Stored data entries:
============
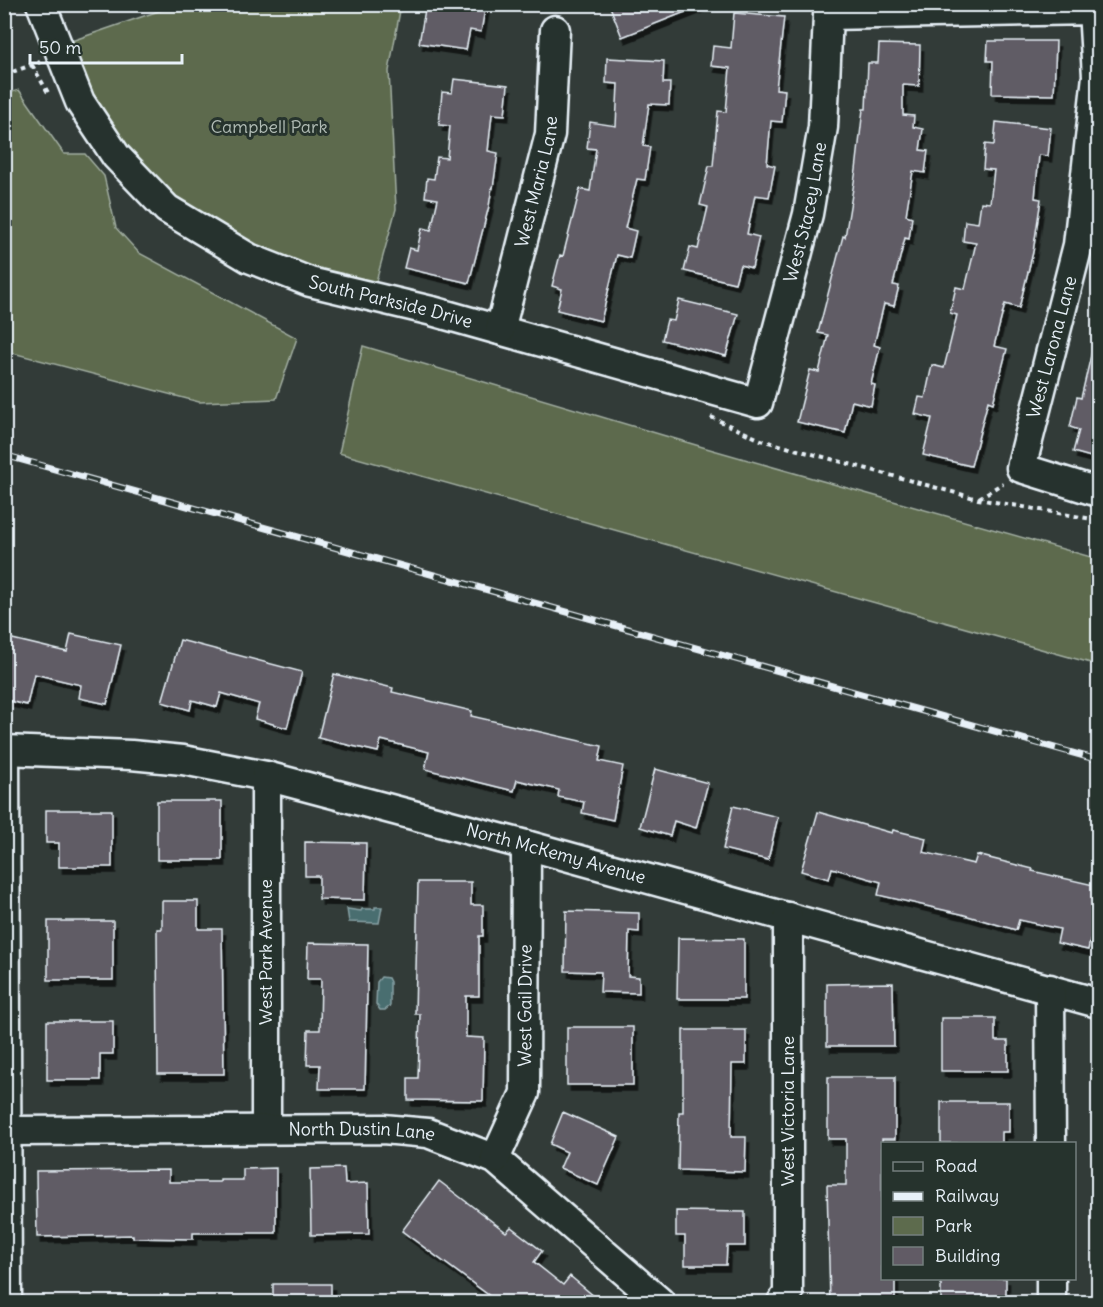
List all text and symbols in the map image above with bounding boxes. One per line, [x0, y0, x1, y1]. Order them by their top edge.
scale bar [30, 27, 182, 65]
text: 50 m [39, 36, 81, 59]
park label: Campbell Park [210, 115, 328, 138]
street label: West Maria Lane [510, 115, 562, 250]
street label: West Stacey Lane [778, 140, 831, 285]
street label: South Parkside Drive [306, 270, 475, 333]
street label: West Larona Lane [1021, 273, 1082, 420]
street label: North McKemy Avenue [464, 818, 648, 889]
street label: West Park Avenue [254, 879, 277, 1025]
street label: West Gail Drive [513, 944, 537, 1067]
street label: West Victoria Lane [776, 1036, 799, 1186]
street label: North Dustin Lane [288, 1117, 439, 1146]
legend [881, 1142, 1076, 1280]
text: Road [935, 1154, 978, 1177]
text: Railway [935, 1184, 999, 1207]
text: Park [935, 1214, 972, 1237]
text: Building [935, 1244, 1000, 1267]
============
_What you will do_. Go through the entries above and print each one exactly, minus the pictures.

_Output of the task_.
List all text and symbols in the map image above with bounding boxes. One per line, [x0, y0, x1, y1]. Order them by their top edge.
scale bar [30, 27, 182, 65]
text: 50 m [39, 36, 81, 59]
park label: Campbell Park [210, 115, 328, 138]
street label: West Maria Lane [510, 115, 562, 250]
street label: West Stacey Lane [778, 140, 831, 285]
street label: South Parkside Drive [306, 270, 475, 333]
street label: West Larona Lane [1021, 273, 1082, 420]
street label: North McKemy Avenue [464, 818, 648, 889]
street label: West Park Avenue [254, 879, 277, 1025]
street label: West Gail Drive [513, 944, 537, 1067]
street label: West Victoria Lane [776, 1036, 799, 1186]
street label: North Dustin Lane [288, 1117, 439, 1146]
legend [881, 1142, 1076, 1280]
text: Road [935, 1154, 978, 1177]
text: Railway [935, 1184, 999, 1207]
text: Park [935, 1214, 972, 1237]
text: Building [935, 1244, 1000, 1267]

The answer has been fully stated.